— What the exercise asks —
How many lines in the listing contain the word "their"? Reply with the number alone.

— Material for this exercise —
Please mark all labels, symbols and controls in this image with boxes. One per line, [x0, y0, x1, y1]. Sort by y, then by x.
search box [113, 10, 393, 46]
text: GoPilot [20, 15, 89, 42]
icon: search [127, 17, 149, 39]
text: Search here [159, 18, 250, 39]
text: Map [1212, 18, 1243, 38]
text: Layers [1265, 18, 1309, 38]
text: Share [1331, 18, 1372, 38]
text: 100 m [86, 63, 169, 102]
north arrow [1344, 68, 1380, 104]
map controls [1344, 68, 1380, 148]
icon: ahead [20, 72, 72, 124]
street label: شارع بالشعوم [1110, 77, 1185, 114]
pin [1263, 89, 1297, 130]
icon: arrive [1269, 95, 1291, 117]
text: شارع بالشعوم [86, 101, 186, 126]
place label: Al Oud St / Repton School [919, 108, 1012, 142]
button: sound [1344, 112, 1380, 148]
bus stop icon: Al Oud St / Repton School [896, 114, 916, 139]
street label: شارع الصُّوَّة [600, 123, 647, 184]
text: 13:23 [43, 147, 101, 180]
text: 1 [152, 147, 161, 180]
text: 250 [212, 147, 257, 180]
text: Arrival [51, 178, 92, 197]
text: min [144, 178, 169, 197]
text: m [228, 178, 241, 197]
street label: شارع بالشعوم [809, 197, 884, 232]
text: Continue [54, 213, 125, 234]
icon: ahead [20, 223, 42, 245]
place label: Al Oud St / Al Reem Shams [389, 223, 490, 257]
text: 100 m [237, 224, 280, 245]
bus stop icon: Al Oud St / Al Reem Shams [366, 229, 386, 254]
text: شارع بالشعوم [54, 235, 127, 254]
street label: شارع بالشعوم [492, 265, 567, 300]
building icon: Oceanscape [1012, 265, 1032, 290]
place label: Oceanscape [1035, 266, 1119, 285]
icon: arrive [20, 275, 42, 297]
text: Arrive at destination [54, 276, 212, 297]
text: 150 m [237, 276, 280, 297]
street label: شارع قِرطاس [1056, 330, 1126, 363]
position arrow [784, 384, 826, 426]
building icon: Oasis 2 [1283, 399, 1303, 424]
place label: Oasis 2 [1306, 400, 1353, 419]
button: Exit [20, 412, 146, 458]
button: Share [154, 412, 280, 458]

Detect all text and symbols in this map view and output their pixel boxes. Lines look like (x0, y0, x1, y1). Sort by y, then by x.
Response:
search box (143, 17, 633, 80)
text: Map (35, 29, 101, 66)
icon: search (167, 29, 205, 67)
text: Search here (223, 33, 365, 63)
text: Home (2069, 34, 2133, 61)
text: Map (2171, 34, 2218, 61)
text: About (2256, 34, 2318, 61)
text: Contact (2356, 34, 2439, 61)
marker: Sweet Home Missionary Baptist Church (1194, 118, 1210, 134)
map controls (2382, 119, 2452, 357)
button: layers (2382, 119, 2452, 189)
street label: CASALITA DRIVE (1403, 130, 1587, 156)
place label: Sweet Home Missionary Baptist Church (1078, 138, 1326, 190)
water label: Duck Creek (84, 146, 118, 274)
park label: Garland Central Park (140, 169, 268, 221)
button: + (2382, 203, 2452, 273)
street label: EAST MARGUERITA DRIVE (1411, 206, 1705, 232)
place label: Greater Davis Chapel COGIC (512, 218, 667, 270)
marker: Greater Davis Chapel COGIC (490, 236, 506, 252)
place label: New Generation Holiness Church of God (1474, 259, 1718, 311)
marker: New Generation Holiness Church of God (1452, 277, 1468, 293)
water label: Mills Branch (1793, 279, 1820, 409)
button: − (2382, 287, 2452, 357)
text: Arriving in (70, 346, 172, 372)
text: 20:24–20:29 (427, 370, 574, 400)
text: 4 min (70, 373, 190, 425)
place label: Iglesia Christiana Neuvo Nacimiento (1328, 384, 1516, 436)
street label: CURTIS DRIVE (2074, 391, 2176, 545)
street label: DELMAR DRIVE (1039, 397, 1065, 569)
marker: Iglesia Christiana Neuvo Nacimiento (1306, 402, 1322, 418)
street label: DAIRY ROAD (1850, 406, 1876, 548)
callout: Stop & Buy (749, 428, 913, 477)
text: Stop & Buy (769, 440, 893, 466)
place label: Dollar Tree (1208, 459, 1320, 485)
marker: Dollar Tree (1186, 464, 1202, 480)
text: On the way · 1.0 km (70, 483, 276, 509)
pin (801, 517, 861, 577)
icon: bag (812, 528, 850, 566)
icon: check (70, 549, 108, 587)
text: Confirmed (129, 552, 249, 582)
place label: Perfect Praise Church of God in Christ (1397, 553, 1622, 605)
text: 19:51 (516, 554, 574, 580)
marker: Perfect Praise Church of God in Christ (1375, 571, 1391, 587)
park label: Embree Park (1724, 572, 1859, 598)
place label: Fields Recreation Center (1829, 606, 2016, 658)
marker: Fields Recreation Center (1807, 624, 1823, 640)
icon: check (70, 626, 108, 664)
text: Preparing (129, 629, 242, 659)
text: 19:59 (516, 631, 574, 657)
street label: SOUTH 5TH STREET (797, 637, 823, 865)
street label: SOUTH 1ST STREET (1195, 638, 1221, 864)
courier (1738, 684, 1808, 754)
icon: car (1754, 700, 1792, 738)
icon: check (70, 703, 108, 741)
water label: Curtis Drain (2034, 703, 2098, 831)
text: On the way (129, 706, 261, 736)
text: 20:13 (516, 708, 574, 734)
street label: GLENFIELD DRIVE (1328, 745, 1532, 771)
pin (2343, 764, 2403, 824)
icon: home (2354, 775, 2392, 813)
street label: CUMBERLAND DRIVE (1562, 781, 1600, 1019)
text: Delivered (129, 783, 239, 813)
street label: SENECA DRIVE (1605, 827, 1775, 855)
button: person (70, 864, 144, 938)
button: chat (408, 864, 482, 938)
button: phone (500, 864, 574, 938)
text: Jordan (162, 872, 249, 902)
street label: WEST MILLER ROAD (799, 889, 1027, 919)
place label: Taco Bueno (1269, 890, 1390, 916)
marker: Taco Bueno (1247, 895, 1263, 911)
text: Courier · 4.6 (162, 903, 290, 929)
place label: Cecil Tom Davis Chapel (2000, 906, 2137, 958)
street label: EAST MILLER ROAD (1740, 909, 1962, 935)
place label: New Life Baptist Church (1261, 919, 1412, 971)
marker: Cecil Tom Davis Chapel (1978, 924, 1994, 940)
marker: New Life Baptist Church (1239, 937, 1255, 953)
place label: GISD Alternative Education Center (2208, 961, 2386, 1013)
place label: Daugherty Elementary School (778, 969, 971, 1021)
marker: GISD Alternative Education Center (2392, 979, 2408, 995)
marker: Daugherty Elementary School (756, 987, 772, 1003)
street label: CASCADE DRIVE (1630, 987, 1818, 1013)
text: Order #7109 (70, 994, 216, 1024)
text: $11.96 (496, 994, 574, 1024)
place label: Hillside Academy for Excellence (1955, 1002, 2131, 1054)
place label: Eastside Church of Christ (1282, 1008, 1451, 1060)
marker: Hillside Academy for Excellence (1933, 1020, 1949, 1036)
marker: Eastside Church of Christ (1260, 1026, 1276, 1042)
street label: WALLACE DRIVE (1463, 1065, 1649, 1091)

* * *

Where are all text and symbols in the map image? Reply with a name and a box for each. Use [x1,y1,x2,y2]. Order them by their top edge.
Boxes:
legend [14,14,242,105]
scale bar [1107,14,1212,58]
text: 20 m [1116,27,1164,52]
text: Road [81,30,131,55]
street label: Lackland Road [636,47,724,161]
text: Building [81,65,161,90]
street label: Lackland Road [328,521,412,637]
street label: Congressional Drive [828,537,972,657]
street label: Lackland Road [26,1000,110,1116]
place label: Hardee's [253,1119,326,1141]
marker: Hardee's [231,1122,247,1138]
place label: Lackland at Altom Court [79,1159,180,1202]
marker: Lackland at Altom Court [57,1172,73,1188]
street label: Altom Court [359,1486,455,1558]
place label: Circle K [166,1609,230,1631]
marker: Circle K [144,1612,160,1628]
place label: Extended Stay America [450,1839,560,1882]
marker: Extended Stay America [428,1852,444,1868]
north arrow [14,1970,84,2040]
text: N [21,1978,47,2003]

— Answer section —
2